Waldemar on Rubens
January 6 2015
Picture: BBC
I greatly enjoyed Waldemar's hour-long programme on Rubens, which was on BBC2 last weekend. I can't think of a better presenter to do Rubens justice - you get the sense watching the film that Rubens and Waldemar would have been best buddies. You can catch it here on iPlayer.
Update - ahead of the Royal Academy's new show on Rubens, Jonathan Jones of The Guardian says he wasn't much cop:
The very energy of Rubens has something brittle about it. He cannot stop for fear of looking into the dark. He seems terrified of Caravaggio’s shadows, Rembrandt’s eyes, Velazquez’s mirror. His art endlessly moves on, through a bewildering range of genres. It also assimilates a staggering variety of influences.

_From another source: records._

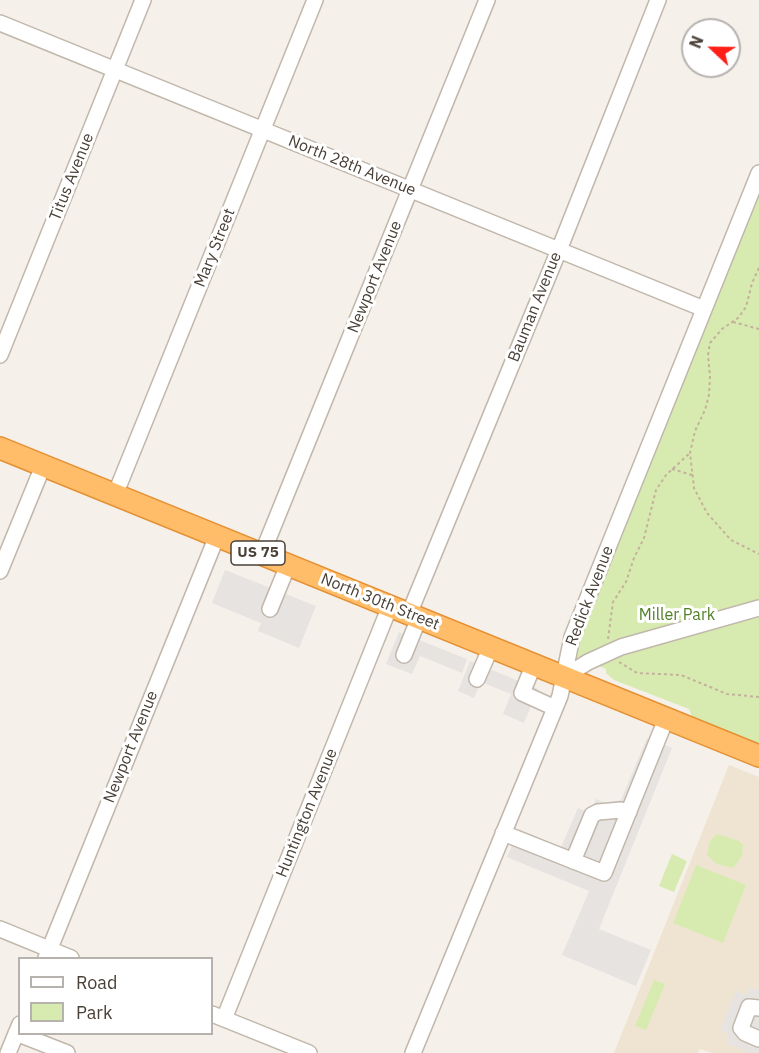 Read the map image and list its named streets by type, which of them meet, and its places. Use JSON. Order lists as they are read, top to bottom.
{
  "streets": {
    "highway": ["US 75", "North 30th Street"],
    "street": [
      "North 28th Avenue",
      "Titus Avenue",
      "Mary Street",
      "Newport Avenue",
      "Bauman Avenue",
      "Redick Avenue",
      "Huntington Avenue"
    ]
  },
  "crossings": [
    ["North 28th Avenue", "Titus Avenue"],
    ["North 28th Avenue", "Mary Street"],
    ["North 28th Avenue", "Newport Avenue"],
    ["North 28th Avenue", "Bauman Avenue"],
    ["North 28th Avenue", "Redick Avenue"],
    ["Mary Street", "North 30th Street"],
    ["Newport Avenue", "North 30th Street"],
    ["Bauman Avenue", "North 30th Street"],
    ["Bauman Avenue", "Huntington Avenue"],
    ["Redick Avenue", "North 30th Street"],
    ["North 30th Street", "Huntington Avenue"]
  ],
  "parks": ["Miller Park"],
  "legend": ["Road", "Park"],
  "north": "left"
} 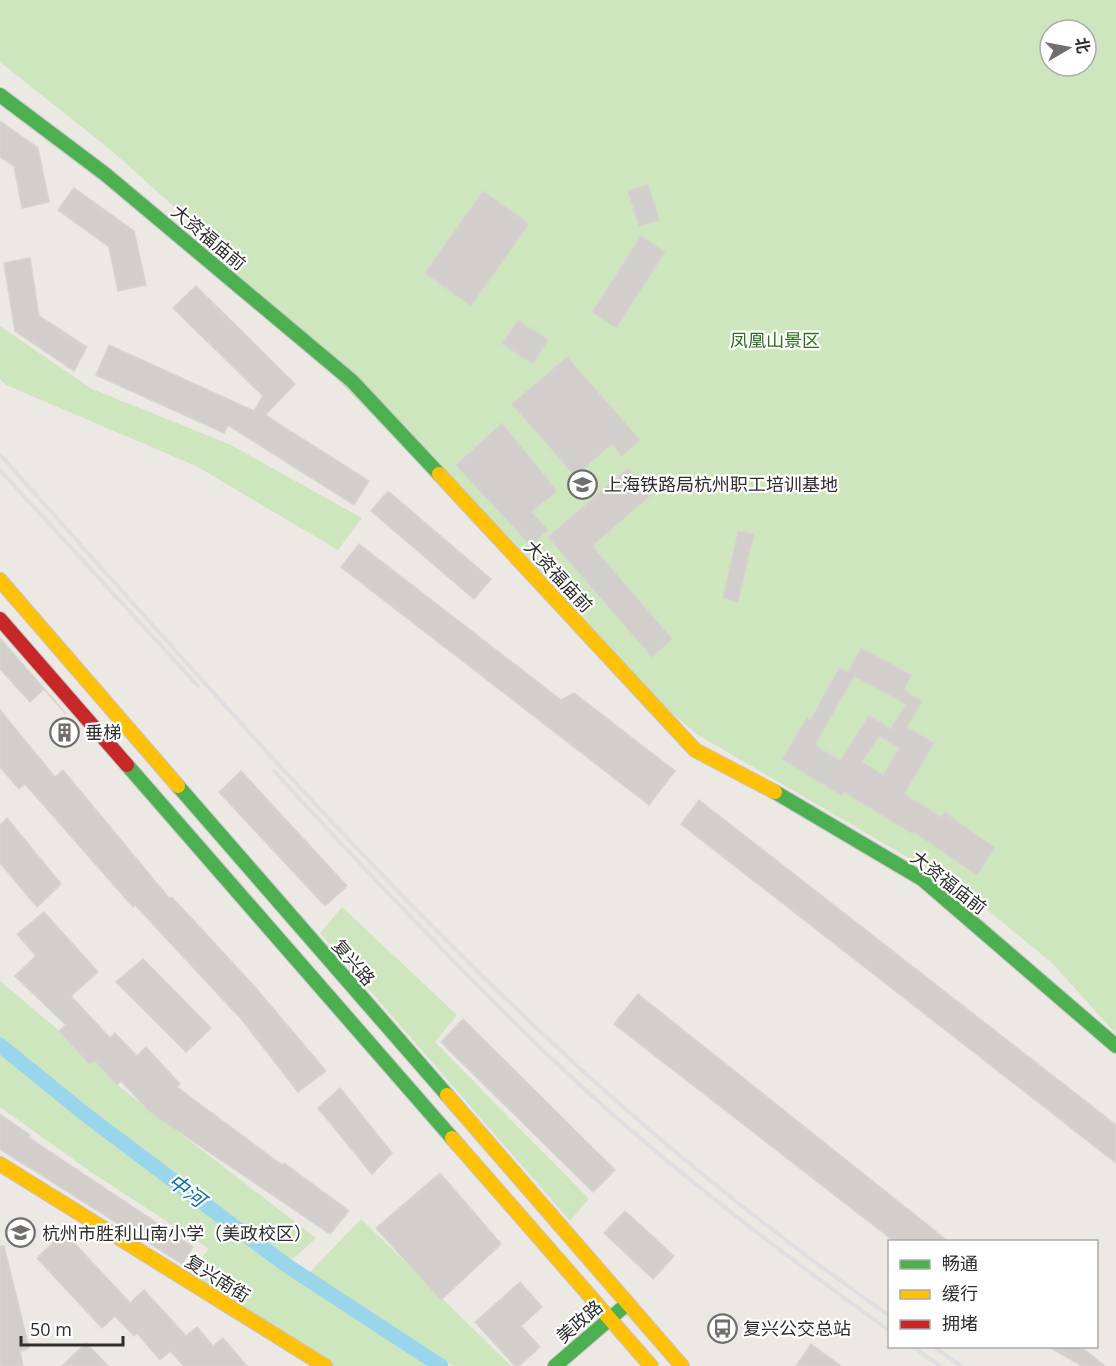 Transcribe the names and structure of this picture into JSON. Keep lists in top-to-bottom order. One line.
{"streets":{"main road":["大资福庙前","复兴路","复兴南街","美政路"]},"crossings":[["复兴路","美政路"]],"water":["中河"],"parks":["凤凰山景区"],"places":{"school or university":["上海铁路局杭州职工培训基地","杭州市胜利山南小学（美政校区）"],"building":["垂梯"],"bus stop":["复兴公交总站"]},"legend":["畅通","缓行","拥堵"],"scale_bar":"50 m","north":"right"}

That's the opinion of someone who probably hasn't looked closely enough at Rubens. I don't mean; not seen enough of his work, but; sniff-the-canvas close-looking. Which, for me at least, reveals that when it comes to the sheer technical ability of applying paint to canvas, or as he mostly did, to panel, Rubens was an unsurpassed genius. Say what you like about Rubens' fat women and crowded compositions, but go and look at some of best-preserved, entirely autograph oils on panel, and you'll find few better passages of painting. Rubens could paint as easily as you and I breathe.